* Data supplied

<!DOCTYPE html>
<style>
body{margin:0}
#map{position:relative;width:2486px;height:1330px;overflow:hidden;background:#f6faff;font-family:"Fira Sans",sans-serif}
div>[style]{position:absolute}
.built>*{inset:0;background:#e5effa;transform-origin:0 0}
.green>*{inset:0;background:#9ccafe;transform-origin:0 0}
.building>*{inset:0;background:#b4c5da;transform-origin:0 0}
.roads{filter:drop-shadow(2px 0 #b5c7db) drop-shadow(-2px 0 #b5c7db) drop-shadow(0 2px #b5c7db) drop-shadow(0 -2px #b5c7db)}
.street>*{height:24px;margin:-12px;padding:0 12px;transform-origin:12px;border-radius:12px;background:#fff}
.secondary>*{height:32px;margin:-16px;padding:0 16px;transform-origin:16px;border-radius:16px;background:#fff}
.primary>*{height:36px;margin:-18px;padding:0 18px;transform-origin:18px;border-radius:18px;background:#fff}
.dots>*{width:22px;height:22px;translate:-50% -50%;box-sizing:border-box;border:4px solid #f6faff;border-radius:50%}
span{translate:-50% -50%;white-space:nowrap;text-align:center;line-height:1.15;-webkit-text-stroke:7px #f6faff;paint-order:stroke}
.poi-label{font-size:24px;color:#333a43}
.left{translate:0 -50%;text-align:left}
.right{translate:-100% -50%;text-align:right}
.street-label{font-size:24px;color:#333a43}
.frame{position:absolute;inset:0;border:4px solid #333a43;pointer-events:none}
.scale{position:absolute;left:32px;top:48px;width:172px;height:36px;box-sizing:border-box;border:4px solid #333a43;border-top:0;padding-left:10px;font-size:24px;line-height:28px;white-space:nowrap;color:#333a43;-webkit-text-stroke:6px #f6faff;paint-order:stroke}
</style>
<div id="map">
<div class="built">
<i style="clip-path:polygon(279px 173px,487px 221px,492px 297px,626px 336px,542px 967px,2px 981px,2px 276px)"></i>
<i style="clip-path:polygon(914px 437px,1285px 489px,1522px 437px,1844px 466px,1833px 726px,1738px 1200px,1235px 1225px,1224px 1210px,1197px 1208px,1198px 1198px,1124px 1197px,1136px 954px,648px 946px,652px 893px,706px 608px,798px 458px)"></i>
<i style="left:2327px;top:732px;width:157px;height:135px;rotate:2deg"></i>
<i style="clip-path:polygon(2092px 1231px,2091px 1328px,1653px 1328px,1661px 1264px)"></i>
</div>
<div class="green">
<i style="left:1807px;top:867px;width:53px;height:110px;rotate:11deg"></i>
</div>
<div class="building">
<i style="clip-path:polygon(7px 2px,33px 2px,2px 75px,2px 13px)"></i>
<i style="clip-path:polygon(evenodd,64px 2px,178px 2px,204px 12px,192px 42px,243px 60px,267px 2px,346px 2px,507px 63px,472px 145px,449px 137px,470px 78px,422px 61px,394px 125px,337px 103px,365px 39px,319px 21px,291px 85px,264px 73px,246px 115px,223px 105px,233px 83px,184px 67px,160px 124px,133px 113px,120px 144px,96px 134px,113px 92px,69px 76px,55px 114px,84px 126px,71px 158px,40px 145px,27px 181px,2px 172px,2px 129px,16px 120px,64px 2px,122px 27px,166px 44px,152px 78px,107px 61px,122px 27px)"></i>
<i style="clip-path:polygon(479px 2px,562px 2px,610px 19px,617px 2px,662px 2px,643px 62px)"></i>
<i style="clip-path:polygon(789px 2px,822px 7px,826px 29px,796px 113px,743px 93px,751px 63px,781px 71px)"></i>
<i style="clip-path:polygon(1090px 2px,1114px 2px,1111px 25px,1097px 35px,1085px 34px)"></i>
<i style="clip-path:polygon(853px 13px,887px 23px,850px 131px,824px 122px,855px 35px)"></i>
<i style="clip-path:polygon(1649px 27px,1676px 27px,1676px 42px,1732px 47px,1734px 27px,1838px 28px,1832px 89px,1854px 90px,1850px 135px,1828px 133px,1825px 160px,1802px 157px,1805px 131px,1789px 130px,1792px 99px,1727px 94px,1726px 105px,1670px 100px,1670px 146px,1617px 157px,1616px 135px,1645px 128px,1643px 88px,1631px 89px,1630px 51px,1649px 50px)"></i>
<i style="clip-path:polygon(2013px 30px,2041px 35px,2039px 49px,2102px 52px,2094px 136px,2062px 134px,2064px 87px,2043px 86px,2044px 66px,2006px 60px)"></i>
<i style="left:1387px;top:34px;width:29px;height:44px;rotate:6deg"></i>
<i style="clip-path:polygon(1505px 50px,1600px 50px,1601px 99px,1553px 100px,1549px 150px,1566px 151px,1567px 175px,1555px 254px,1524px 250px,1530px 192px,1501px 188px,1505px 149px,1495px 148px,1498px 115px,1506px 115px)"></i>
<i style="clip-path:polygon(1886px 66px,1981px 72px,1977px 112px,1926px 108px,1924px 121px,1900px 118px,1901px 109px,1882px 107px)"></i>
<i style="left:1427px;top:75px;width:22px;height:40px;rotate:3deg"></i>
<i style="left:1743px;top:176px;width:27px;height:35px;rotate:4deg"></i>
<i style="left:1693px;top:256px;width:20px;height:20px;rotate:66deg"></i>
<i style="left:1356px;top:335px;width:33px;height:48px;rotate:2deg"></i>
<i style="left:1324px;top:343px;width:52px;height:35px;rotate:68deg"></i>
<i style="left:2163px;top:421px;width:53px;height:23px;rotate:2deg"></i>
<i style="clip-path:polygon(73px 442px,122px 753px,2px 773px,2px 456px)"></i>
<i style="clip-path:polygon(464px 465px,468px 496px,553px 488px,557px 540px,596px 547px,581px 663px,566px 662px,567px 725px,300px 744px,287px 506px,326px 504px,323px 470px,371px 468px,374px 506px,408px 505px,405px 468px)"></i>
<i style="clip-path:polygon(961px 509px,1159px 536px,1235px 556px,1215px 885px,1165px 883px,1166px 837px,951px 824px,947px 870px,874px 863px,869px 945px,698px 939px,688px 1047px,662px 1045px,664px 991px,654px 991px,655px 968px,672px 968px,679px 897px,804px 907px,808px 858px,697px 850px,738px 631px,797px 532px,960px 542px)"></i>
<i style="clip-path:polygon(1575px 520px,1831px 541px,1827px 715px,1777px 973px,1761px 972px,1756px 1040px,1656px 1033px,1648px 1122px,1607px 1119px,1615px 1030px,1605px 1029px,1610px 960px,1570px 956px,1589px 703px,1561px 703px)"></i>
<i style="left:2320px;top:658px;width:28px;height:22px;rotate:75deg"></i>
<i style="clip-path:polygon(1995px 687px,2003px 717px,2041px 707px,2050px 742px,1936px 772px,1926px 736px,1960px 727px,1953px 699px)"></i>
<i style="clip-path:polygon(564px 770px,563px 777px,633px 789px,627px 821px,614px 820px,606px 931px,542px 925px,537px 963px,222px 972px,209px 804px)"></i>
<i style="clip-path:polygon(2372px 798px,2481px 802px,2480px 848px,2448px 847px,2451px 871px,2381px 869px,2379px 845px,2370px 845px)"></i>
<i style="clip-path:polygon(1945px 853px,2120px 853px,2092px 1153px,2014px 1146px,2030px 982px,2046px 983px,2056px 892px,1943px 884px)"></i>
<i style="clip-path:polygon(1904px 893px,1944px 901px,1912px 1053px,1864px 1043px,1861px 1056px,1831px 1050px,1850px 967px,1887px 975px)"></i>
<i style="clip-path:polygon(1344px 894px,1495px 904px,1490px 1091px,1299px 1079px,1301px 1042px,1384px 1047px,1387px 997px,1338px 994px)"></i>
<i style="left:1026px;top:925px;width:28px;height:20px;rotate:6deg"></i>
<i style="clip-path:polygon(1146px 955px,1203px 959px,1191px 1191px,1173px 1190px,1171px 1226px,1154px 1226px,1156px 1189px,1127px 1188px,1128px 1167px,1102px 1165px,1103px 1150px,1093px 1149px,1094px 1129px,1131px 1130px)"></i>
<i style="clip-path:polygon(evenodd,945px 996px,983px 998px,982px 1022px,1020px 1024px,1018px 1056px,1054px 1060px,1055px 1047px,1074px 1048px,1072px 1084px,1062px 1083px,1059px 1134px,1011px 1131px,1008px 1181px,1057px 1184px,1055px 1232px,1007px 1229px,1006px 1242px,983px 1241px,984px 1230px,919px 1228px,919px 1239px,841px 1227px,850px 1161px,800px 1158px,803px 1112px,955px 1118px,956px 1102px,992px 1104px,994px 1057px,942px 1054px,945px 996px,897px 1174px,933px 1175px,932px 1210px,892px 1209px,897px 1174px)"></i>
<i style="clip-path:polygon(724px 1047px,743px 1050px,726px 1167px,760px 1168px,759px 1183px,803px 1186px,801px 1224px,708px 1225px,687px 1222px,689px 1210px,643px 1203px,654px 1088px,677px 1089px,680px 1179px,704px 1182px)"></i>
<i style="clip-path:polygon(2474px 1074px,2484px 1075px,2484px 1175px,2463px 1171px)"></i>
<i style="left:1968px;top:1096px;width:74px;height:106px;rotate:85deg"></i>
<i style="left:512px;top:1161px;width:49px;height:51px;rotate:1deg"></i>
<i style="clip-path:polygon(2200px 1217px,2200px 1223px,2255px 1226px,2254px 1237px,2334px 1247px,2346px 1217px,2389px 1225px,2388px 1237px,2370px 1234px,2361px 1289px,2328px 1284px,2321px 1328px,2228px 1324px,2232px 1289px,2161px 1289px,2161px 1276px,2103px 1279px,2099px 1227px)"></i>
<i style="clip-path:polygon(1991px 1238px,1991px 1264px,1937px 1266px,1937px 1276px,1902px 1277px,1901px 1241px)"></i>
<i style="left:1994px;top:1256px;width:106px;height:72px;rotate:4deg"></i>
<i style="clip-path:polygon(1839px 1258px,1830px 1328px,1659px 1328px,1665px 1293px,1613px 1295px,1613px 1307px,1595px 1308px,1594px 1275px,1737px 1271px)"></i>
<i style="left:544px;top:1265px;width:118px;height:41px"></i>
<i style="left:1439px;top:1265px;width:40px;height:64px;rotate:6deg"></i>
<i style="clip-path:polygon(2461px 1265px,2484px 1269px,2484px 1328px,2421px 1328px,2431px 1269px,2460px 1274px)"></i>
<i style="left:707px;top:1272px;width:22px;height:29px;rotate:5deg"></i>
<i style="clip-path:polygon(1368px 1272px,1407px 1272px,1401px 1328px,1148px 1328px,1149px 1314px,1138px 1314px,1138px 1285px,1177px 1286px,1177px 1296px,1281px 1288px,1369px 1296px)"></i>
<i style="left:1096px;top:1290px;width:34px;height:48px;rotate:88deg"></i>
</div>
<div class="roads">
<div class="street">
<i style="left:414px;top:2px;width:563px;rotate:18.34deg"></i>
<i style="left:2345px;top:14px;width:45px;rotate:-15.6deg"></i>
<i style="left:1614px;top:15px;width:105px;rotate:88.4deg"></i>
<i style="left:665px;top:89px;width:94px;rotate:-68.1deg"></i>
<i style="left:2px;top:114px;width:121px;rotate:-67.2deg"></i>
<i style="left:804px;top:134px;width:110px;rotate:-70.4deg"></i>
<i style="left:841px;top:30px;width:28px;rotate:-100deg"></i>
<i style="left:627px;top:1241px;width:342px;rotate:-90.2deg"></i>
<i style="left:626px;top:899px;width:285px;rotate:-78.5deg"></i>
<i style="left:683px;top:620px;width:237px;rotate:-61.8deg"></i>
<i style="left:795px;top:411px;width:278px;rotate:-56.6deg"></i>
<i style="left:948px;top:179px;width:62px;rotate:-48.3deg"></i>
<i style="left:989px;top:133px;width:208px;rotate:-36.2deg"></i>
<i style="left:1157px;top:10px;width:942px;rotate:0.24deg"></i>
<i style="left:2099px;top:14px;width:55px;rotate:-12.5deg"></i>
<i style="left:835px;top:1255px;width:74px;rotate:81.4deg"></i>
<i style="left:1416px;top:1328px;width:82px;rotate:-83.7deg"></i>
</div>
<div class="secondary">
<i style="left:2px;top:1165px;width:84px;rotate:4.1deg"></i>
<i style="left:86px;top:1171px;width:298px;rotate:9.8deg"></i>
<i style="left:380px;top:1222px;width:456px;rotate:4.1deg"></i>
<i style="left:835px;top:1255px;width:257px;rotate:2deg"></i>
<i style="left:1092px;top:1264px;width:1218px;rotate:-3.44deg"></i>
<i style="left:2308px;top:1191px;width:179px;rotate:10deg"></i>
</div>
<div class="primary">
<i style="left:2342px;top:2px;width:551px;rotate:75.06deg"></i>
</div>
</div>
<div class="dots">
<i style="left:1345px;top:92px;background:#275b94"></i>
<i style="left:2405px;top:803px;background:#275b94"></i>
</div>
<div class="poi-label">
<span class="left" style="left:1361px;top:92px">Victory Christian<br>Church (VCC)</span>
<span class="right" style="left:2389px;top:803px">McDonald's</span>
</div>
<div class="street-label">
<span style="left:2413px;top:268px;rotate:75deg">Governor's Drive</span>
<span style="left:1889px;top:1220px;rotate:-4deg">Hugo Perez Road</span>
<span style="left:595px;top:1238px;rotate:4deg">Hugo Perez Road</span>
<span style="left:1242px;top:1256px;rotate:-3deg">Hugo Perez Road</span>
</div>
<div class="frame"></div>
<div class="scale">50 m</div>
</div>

* What is needed
Report all lines of the material that contain the word "green".

* Result of this exercise
.green>*{inset:0;background:#9ccafe;transform-origin:0 0}
<div class="green">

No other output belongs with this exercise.